Here's something. It's quite a mess:
xp = paste0('//li[@class="tbl-cupname"]/',
'div[@class="label-data"]/',
'span[@class="text"][text()="FIFA World Cup™"]/../../',
'following-sibling::li[@class="tbl-appearances"]/',
'div[@class="label-data"]/',
'span[@class="text"]')
fifadata %>% html_nodes(xpath = xp) %>% html_text %>% as.integer
# [1] 20
Let's break down the logic.
The naive query:
fifadata %>% html_nodes(
xpath = '//li[@class="tbl-appearances"]/div[@class="label-data"]/span'
)
Is sufficient to get us the four rows giving the number of appearances in each of the four tournaments listed on this page. If the web designers are merciful, this is sufficient -- just select the first of these from each page you'd like to scrape, and you'll have what you're after.

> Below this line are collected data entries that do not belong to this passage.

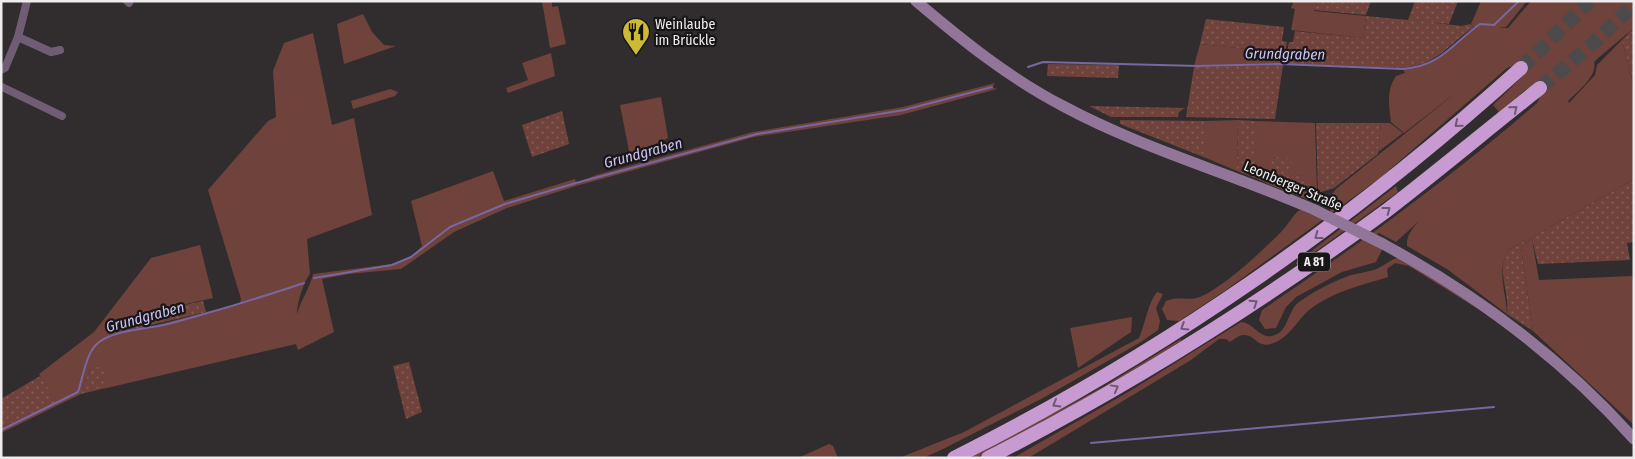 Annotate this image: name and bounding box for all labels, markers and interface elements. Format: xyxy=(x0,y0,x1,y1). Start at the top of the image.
place label: Weinlaube im Brückle xyxy=(655,16,716,49)
restaurant icon: Weinlaube im Brückle xyxy=(621,17,651,56)
water label: Grundgraben xyxy=(1245,44,1325,64)
one-way arrow xyxy=(1508,107,1517,115)
one-way arrow xyxy=(1455,118,1464,127)
water label: Grundgraben xyxy=(602,134,684,172)
street label: Leonberger Straße xyxy=(1241,158,1345,214)
one-way arrow xyxy=(1381,207,1390,216)
one-way arrow xyxy=(1315,230,1324,238)
road number: A 81 xyxy=(1298,252,1330,272)
water label: Grundgraben xyxy=(104,298,186,336)
one-way arrow xyxy=(1248,300,1257,309)
one-way arrow xyxy=(1180,321,1189,330)
one-way arrow xyxy=(1110,385,1119,395)
one-way arrow xyxy=(1052,398,1061,408)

This is not robust, however -- it will give incorrect results whenever the row order changes, or if the row you want is absent.
The query presented takes care of this.
First, we identify the rows associated with FIFA World Cup. The essential structure there is:
<li class="tbl-cupname">
<div class="label-data">
<span class="text"> n_appearances </span>
</div>
</li>
We use the class
attributes since there are other li
and div
nearby that we want to be sure to exclude. So, we can select the four rows corresponding to the tournaments (FIFA World Cup, FIFA Confederations Cup, FIFA Women's World Cup, and Women's Olympic Football Tournament) with:
fifadata %>% html_nodes(xpath = '//li[@class="tbl-cupname"]')
Eliminating the three tournaments that are irrelevant to your pursuit requires a condition on the <span>
element, hence the rest of the first part:
xp_part_1 = paste0('//li[@class="tbl-cupname"]/',
'div[@class="label-data"]/',
'span[@class="text"][text()="FIFA World Cup™"]')
fifadata %>% html_nodes(xpath = xp_part_1)
This selects the tournament, however, we want the subsequent li
which contains the number of appearances. The core structure we're touching here is:
<li class="tbl-cupname"> </li>
<li class="tbl-appearances"> </li>
Part 1 of the xpath has navigated us down two levels below this li
, however, so we need to "ascend" the nodes with ..
(this is exactly like cd ..
in the Linux terminal to go up a level, so hopefully that's reminiscent).
We then use the following-sibling
syntax to select nodes that are at the same level as the current node, but come subsequently.
Once we're back on the same level as the li
naming the tournament, we can continue with the "naive" query to drill down to the number of appearances.